--- Exercise goal ---
Would you print the records as they stand, down to the last character?

(Records to process begins)

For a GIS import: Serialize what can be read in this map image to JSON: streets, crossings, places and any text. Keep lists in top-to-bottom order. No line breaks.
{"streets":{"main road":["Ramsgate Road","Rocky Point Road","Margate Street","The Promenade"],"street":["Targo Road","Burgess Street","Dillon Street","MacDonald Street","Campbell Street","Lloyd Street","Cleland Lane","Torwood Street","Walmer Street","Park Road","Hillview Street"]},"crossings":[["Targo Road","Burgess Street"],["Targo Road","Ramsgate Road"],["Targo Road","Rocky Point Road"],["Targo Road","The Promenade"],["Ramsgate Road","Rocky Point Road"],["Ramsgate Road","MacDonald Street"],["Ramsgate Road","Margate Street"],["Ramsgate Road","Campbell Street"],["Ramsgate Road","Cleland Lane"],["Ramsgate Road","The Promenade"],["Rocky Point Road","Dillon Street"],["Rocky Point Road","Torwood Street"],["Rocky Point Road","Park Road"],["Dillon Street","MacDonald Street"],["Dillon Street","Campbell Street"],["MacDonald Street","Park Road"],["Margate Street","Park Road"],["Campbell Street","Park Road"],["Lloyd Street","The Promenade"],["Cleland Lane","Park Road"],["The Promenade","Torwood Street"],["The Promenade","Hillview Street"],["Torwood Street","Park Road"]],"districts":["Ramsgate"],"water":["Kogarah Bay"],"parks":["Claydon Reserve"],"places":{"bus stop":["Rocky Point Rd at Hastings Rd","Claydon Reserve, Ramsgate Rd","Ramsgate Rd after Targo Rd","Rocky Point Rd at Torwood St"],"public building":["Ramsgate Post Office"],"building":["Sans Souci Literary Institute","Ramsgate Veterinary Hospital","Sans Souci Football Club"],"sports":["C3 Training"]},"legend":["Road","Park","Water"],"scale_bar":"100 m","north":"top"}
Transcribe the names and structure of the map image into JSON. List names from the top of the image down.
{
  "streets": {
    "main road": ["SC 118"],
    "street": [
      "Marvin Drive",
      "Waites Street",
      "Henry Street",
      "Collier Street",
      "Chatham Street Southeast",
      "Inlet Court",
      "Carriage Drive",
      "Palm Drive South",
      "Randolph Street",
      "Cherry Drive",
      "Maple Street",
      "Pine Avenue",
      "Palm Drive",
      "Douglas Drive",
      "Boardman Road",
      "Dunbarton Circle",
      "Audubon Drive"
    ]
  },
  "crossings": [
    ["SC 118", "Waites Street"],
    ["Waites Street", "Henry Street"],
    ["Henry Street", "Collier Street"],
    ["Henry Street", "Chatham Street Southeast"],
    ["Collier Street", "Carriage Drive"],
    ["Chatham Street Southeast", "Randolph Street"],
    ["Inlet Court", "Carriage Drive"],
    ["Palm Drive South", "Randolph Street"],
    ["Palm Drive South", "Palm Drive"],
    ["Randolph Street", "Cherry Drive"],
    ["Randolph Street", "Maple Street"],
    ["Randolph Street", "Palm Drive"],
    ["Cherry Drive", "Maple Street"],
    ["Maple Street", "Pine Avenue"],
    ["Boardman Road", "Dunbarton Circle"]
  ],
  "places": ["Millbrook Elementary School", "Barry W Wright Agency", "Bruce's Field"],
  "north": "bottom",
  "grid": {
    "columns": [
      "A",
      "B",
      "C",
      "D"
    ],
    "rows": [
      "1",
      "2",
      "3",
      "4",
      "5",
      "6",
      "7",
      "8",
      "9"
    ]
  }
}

(Records to process ends)

--- Response area ---
For a GIS import: Serialize what can be read in this map image to JSON: streets, crossings, places and any text. Keep lists in top-to-bottom order. No line breaks.
{"streets":{"main road":["Ramsgate Road","Rocky Point Road","Margate Street","The Promenade"],"street":["Targo Road","Burgess Street","Dillon Street","MacDonald Street","Campbell Street","Lloyd Street","Cleland Lane","Torwood Street","Walmer Street","Park Road","Hillview Street"]},"crossings":[["Targo Road","Burgess Street"],["Targo Road","Ramsgate Road"],["Targo Road","Rocky Point Road"],["Targo Road","The Promenade"],["Ramsgate Road","Rocky Point Road"],["Ramsgate Road","MacDonald Street"],["Ramsgate Road","Margate Street"],["Ramsgate Road","Campbell Street"],["Ramsgate Road","Cleland Lane"],["Ramsgate Road","The Promenade"],["Rocky Point Road","Dillon Street"],["Rocky Point Road","Torwood Street"],["Rocky Point Road","Park Road"],["Dillon Street","MacDonald Street"],["Dillon Street","Campbell Street"],["MacDonald Street","Park Road"],["Margate Street","Park Road"],["Campbell Street","Park Road"],["Lloyd Street","The Promenade"],["Cleland Lane","Park Road"],["The Promenade","Torwood Street"],["The Promenade","Hillview Street"],["Torwood Street","Park Road"]],"districts":["Ramsgate"],"water":["Kogarah Bay"],"parks":["Claydon Reserve"],"places":{"bus stop":["Rocky Point Rd at Hastings Rd","Claydon Reserve, Ramsgate Rd","Ramsgate Rd after Targo Rd","Rocky Point Rd at Torwood St"],"public building":["Ramsgate Post Office"],"building":["Sans Souci Literary Institute","Ramsgate Veterinary Hospital","Sans Souci Football Club"],"sports":["C3 Training"]},"legend":["Road","Park","Water"],"scale_bar":"100 m","north":"top"}
Transcribe the names and structure of the map image into JSON. List names from the top of the image down.
{
  "streets": {
    "main road": ["SC 118"],
    "street": [
      "Marvin Drive",
      "Waites Street",
      "Henry Street",
      "Collier Street",
      "Chatham Street Southeast",
      "Inlet Court",
      "Carriage Drive",
      "Palm Drive South",
      "Randolph Street",
      "Cherry Drive",
      "Maple Street",
      "Pine Avenue",
      "Palm Drive",
      "Douglas Drive",
      "Boardman Road",
      "Dunbarton Circle",
      "Audubon Drive"
    ]
  },
  "crossings": [
    ["SC 118", "Waites Street"],
    ["Waites Street", "Henry Street"],
    ["Henry Street", "Collier Street"],
    ["Henry Street", "Chatham Street Southeast"],
    ["Collier Street", "Carriage Drive"],
    ["Chatham Street Southeast", "Randolph Street"],
    ["Inlet Court", "Carriage Drive"],
    ["Palm Drive South", "Randolph Street"],
    ["Palm Drive South", "Palm Drive"],
    ["Randolph Street", "Cherry Drive"],
    ["Randolph Street", "Maple Street"],
    ["Randolph Street", "Palm Drive"],
    ["Cherry Drive", "Maple Street"],
    ["Maple Street", "Pine Avenue"],
    ["Boardman Road", "Dunbarton Circle"]
  ],
  "places": ["Millbrook Elementary School", "Barry W Wright Agency", "Bruce's Field"],
  "north": "bottom",
  "grid": {
    "columns": [
      "A",
      "B",
      "C",
      "D"
    ],
    "rows": [
      "1",
      "2",
      "3",
      "4",
      "5",
      "6",
      "7",
      "8",
      "9"
    ]
  }
}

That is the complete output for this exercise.